Collected data:
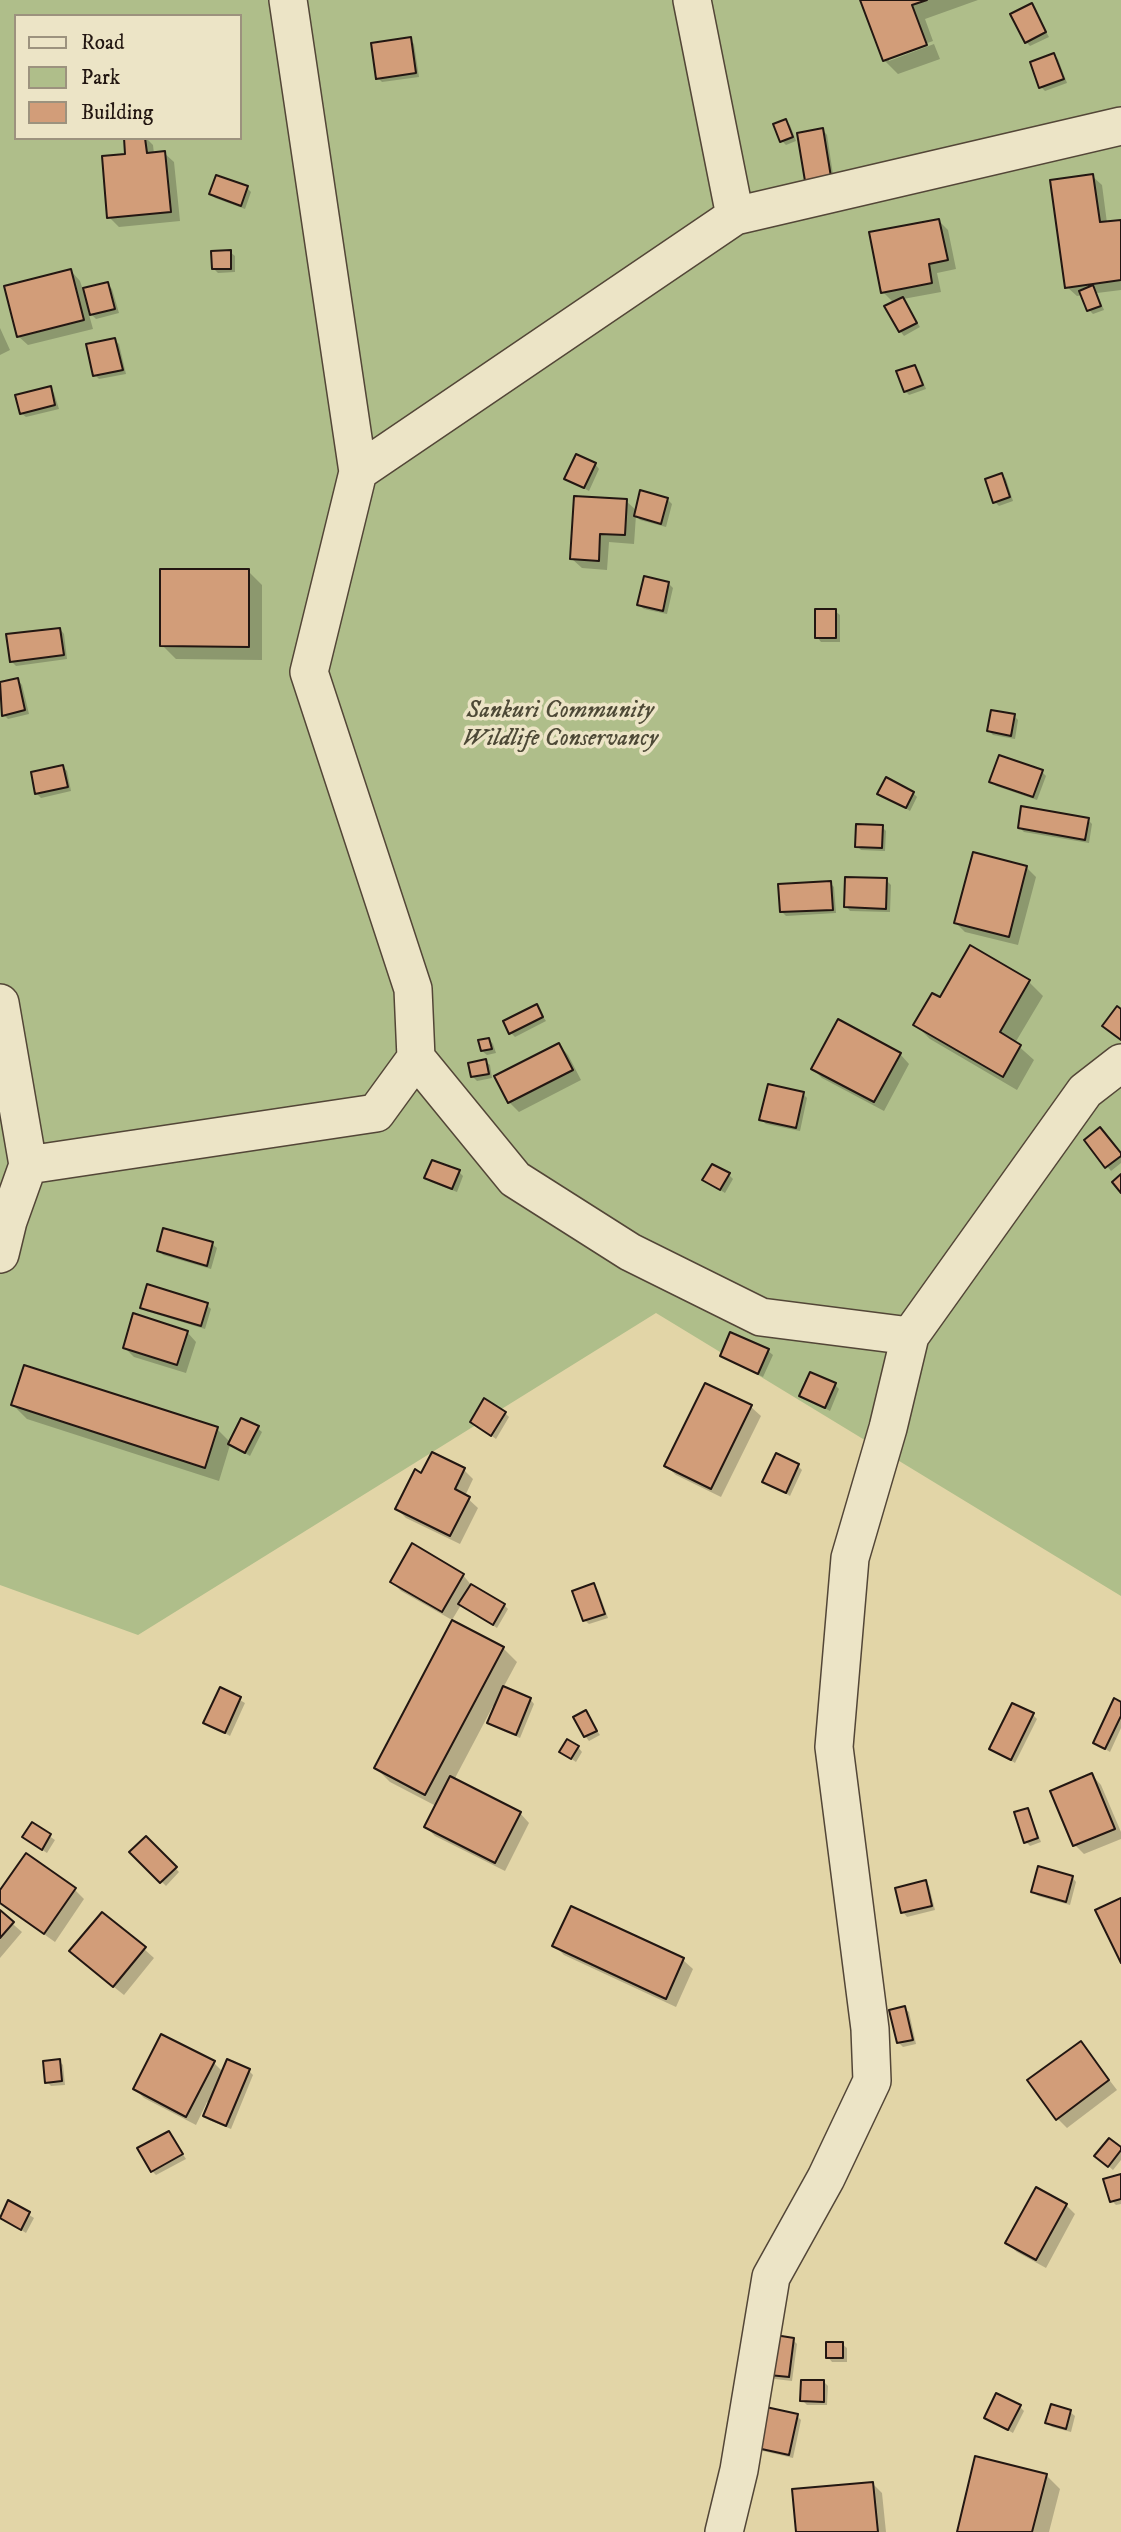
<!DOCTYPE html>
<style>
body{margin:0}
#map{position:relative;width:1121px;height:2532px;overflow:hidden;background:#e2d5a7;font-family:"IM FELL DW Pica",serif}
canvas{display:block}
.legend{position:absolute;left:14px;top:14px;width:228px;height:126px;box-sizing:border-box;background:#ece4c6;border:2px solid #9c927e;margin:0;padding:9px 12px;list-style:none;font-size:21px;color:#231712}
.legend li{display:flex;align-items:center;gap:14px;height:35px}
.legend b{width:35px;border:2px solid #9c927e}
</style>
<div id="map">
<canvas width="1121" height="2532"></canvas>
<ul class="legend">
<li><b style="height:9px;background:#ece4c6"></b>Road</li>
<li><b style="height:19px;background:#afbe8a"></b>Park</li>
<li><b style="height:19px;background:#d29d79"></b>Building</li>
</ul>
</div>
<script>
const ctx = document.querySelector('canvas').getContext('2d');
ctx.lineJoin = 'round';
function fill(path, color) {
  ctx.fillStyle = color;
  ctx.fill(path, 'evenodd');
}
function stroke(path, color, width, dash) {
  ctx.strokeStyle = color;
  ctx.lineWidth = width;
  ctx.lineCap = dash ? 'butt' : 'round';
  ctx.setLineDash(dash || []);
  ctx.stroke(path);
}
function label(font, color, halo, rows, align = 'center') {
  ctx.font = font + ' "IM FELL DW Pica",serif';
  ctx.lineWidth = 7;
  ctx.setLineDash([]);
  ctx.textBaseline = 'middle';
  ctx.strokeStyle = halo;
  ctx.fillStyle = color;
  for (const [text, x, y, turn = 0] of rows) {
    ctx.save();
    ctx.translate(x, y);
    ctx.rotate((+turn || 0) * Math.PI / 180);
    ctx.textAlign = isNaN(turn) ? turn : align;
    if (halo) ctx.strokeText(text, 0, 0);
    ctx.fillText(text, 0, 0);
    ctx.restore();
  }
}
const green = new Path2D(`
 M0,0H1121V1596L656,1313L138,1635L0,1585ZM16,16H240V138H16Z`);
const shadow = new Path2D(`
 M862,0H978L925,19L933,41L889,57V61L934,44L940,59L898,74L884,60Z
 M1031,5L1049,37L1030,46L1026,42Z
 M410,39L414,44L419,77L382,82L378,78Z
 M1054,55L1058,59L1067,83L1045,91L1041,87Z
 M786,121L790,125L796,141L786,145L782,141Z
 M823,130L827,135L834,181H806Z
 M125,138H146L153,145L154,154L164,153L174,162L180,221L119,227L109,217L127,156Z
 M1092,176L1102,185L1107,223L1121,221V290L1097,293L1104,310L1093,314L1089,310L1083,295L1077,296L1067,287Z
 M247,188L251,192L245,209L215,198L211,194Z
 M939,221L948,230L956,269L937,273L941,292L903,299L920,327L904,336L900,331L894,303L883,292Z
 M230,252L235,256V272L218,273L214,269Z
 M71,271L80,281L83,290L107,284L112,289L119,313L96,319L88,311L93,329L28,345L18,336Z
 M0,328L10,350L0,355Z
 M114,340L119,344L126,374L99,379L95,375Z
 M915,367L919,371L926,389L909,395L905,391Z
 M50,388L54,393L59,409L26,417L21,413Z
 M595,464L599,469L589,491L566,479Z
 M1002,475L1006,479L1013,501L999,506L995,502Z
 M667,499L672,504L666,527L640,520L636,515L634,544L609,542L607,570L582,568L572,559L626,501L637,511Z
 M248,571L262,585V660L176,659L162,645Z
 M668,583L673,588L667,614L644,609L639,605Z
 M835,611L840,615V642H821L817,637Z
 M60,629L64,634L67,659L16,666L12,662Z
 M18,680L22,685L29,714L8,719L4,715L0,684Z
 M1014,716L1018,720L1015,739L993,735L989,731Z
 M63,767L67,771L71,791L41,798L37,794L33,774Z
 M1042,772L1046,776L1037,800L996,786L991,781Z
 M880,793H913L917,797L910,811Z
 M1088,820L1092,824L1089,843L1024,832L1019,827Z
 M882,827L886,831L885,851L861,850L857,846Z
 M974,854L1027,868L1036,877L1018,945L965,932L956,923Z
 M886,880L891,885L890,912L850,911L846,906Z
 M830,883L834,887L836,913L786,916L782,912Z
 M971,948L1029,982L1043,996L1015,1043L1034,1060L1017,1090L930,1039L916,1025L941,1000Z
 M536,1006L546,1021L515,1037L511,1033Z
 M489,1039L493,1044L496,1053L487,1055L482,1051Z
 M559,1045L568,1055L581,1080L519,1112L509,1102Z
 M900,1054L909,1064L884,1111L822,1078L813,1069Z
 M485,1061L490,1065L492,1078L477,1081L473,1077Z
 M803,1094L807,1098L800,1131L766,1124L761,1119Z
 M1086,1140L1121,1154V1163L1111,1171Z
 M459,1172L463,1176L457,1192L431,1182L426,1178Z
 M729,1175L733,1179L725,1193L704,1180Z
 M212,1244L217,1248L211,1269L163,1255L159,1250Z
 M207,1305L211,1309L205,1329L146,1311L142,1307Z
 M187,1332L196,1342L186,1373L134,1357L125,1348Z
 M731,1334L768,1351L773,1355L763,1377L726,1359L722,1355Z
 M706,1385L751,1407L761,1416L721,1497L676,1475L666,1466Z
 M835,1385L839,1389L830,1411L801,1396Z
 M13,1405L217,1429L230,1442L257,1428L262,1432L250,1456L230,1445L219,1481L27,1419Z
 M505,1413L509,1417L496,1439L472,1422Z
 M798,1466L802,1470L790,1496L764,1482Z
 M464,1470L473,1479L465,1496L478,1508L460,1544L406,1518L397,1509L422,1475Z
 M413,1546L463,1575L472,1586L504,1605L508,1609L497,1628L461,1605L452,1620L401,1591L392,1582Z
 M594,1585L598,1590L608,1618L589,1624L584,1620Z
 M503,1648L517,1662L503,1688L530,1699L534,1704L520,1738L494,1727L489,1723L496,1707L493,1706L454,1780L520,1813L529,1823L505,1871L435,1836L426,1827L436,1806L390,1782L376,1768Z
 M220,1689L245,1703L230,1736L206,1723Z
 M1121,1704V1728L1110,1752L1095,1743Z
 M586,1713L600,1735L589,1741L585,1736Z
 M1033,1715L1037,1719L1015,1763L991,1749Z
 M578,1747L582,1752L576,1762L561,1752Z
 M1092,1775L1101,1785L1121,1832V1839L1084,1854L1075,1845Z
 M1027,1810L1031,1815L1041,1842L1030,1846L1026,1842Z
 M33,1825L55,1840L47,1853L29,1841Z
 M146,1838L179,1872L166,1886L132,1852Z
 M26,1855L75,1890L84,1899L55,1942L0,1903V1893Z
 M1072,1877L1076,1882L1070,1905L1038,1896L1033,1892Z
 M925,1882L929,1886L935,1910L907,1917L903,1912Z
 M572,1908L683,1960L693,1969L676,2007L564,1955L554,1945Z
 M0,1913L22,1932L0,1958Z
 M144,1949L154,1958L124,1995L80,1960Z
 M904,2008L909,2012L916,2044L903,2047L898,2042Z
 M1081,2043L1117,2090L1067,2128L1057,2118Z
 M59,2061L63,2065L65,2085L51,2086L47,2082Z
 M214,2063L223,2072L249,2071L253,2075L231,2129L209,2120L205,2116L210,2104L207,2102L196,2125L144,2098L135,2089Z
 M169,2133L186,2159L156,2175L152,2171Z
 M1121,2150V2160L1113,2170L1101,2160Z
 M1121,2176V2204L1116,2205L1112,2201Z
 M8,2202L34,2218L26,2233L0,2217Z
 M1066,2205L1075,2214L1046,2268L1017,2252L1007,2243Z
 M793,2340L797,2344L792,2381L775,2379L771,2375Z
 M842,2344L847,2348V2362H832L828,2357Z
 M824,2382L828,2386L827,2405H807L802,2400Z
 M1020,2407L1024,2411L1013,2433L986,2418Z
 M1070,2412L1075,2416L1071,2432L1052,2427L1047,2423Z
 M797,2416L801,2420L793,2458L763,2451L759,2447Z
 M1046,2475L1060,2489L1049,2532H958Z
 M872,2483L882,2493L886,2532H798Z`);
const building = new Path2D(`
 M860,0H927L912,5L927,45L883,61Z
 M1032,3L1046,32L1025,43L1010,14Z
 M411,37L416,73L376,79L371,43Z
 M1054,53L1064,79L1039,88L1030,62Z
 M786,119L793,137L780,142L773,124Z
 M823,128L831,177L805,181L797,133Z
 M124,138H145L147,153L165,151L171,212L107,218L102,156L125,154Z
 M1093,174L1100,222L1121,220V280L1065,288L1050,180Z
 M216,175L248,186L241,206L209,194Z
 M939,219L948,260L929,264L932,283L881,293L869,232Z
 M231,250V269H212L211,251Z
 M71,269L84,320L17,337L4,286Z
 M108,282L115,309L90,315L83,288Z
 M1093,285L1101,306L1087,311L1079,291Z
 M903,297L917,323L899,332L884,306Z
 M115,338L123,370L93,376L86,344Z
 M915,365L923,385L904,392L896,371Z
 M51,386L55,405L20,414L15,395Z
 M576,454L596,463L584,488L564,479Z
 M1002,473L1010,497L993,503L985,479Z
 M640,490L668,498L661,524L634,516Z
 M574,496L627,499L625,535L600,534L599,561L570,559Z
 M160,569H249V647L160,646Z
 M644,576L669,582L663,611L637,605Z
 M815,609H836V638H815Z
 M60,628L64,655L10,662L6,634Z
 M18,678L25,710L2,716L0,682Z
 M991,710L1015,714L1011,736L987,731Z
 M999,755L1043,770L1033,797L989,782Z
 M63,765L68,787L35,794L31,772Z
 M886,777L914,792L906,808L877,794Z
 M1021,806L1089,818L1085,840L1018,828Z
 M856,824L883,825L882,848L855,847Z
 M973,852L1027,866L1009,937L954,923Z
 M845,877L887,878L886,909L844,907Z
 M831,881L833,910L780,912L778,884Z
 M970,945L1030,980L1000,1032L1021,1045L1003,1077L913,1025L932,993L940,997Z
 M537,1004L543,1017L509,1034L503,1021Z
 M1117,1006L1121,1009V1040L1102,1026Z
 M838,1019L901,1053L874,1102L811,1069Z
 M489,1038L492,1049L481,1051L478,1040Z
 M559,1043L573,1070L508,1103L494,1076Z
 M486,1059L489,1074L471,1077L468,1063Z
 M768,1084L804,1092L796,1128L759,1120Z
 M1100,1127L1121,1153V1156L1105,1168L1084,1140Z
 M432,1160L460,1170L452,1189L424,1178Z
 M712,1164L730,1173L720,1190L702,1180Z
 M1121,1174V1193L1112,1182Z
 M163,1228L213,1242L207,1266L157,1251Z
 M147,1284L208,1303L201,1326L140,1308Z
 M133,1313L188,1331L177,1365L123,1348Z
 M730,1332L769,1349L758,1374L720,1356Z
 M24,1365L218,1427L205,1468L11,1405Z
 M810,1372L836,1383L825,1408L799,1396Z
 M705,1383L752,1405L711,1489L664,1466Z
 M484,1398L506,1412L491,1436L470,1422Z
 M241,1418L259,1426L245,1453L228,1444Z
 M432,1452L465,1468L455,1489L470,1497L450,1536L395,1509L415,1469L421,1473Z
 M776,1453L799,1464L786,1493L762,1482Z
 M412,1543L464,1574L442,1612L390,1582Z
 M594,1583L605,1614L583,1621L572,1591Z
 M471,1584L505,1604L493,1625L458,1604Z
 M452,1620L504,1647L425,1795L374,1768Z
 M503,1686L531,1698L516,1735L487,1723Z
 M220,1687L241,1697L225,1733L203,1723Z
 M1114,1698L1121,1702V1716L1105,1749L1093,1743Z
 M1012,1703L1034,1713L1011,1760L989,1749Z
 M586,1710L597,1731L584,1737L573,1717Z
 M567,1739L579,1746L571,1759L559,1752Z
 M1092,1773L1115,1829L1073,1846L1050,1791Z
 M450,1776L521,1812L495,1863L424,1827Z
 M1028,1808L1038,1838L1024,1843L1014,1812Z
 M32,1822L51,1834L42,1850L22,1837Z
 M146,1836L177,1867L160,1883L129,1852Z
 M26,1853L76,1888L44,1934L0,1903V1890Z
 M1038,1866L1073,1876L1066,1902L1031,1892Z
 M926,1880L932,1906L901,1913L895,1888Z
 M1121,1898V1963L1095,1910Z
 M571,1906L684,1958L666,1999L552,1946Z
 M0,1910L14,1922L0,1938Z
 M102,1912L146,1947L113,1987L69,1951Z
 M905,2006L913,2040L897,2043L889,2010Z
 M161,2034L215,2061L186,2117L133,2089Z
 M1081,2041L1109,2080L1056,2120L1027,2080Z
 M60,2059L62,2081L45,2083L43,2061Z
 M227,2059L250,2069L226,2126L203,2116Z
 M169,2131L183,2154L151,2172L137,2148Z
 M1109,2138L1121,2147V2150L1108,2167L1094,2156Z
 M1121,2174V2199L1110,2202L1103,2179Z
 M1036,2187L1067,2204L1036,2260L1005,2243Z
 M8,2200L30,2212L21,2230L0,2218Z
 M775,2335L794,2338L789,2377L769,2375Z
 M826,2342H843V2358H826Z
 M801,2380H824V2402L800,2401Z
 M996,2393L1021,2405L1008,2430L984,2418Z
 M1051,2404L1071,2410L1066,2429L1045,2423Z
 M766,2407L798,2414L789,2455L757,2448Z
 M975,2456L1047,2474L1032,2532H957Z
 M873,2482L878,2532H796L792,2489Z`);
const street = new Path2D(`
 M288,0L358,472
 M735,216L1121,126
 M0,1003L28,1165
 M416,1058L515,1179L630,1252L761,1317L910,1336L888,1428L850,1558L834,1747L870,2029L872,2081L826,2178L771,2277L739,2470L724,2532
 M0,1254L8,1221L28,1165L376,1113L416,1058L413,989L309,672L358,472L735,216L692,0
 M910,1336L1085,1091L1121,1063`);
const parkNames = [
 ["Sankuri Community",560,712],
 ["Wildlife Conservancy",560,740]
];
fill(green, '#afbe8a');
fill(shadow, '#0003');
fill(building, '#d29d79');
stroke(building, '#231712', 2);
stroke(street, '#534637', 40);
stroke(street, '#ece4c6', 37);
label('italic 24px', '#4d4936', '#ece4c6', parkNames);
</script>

Instructions for the task: Transcribe exactly the lines that run from the first line of the records above through the line with "ctx.lineCap = dash ? 'butt' : 'round';", and include both of those lines; pictures stay out.

Solution to this task:
<!DOCTYPE html>
<style>
body{margin:0}
#map{position:relative;width:1121px;height:2532px;overflow:hidden;background:#e2d5a7;font-family:"IM FELL DW Pica",serif}
canvas{display:block}
.legend{position:absolute;left:14px;top:14px;width:228px;height:126px;box-sizing:border-box;background:#ece4c6;border:2px solid #9c927e;margin:0;padding:9px 12px;list-style:none;font-size:21px;color:#231712}
.legend li{display:flex;align-items:center;gap:14px;height:35px}
.legend b{width:35px;border:2px solid #9c927e}
</style>
<div id="map">
<canvas width="1121" height="2532"></canvas>
<ul class="legend">
<li><b style="height:9px;background:#ece4c6"></b>Road</li>
<li><b style="height:19px;background:#afbe8a"></b>Park</li>
<li><b style="height:19px;background:#d29d79"></b>Building</li>
</ul>
</div>
<script>
const ctx = document.querySelector('canvas').getContext('2d');
ctx.lineJoin = 'round';
function fill(path, color) {
  ctx.fillStyle = color;
  ctx.fill(path, 'evenodd');
}
function stroke(path, color, width, dash) {
  ctx.strokeStyle = color;
  ctx.lineWidth = width;
  ctx.lineCap = dash ? 'butt' : 'round';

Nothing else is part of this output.